[Stored data entries]
BEGIN

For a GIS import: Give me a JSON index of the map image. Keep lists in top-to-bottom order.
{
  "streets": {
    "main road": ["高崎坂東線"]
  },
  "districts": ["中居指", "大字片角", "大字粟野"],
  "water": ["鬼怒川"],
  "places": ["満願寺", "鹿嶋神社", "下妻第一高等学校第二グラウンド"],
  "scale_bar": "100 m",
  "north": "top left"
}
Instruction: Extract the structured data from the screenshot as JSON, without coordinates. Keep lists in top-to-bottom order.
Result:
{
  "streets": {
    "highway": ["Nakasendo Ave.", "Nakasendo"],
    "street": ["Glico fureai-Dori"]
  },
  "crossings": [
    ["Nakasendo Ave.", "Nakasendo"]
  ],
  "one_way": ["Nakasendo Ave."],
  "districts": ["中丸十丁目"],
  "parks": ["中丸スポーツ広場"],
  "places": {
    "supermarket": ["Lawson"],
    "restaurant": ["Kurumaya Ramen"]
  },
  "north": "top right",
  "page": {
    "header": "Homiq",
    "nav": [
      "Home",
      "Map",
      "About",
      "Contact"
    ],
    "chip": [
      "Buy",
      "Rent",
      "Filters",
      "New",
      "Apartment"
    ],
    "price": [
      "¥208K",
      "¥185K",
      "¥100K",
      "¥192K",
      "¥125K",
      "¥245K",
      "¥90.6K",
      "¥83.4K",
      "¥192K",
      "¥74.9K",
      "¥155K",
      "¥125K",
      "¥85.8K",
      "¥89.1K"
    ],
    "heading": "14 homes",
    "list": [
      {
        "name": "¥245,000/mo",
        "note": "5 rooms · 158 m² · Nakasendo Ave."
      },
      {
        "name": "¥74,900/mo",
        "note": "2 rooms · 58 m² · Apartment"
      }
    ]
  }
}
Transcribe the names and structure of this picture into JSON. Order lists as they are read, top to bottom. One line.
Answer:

END

With nothing added or dropped, reproduce all the data exactly.

For a GIS import: Give me a JSON index of the map image. Keep lists in top-to-bottom order.
{
  "streets": {
    "main road": ["高崎坂東線"]
  },
  "districts": ["中居指", "大字片角", "大字粟野"],
  "water": ["鬼怒川"],
  "places": ["満願寺", "鹿嶋神社", "下妻第一高等学校第二グラウンド"],
  "scale_bar": "100 m",
  "north": "top left"
}
Instruction: Extract the structured data from the screenshot as JSON, without coordinates. Keep lists in top-to-bottom order.
Result:
{
  "streets": {
    "highway": ["Nakasendo Ave.", "Nakasendo"],
    "street": ["Glico fureai-Dori"]
  },
  "crossings": [
    ["Nakasendo Ave.", "Nakasendo"]
  ],
  "one_way": ["Nakasendo Ave."],
  "districts": ["中丸十丁目"],
  "parks": ["中丸スポーツ広場"],
  "places": {
    "supermarket": ["Lawson"],
    "restaurant": ["Kurumaya Ramen"]
  },
  "north": "top right",
  "page": {
    "header": "Homiq",
    "nav": [
      "Home",
      "Map",
      "About",
      "Contact"
    ],
    "chip": [
      "Buy",
      "Rent",
      "Filters",
      "New",
      "Apartment"
    ],
    "price": [
      "¥208K",
      "¥185K",
      "¥100K",
      "¥192K",
      "¥125K",
      "¥245K",
      "¥90.6K",
      "¥83.4K",
      "¥192K",
      "¥74.9K",
      "¥155K",
      "¥125K",
      "¥85.8K",
      "¥89.1K"
    ],
    "heading": "14 homes",
    "list": [
      {
        "name": "¥245,000/mo",
        "note": "5 rooms · 158 m² · Nakasendo Ave."
      },
      {
        "name": "¥74,900/mo",
        "note": "2 rooms · 58 m² · Apartment"
      }
    ]
  }
}
Transcribe the names and structure of this picture into JSON. Order lists as they are read, top to bottom. One line.
Answer:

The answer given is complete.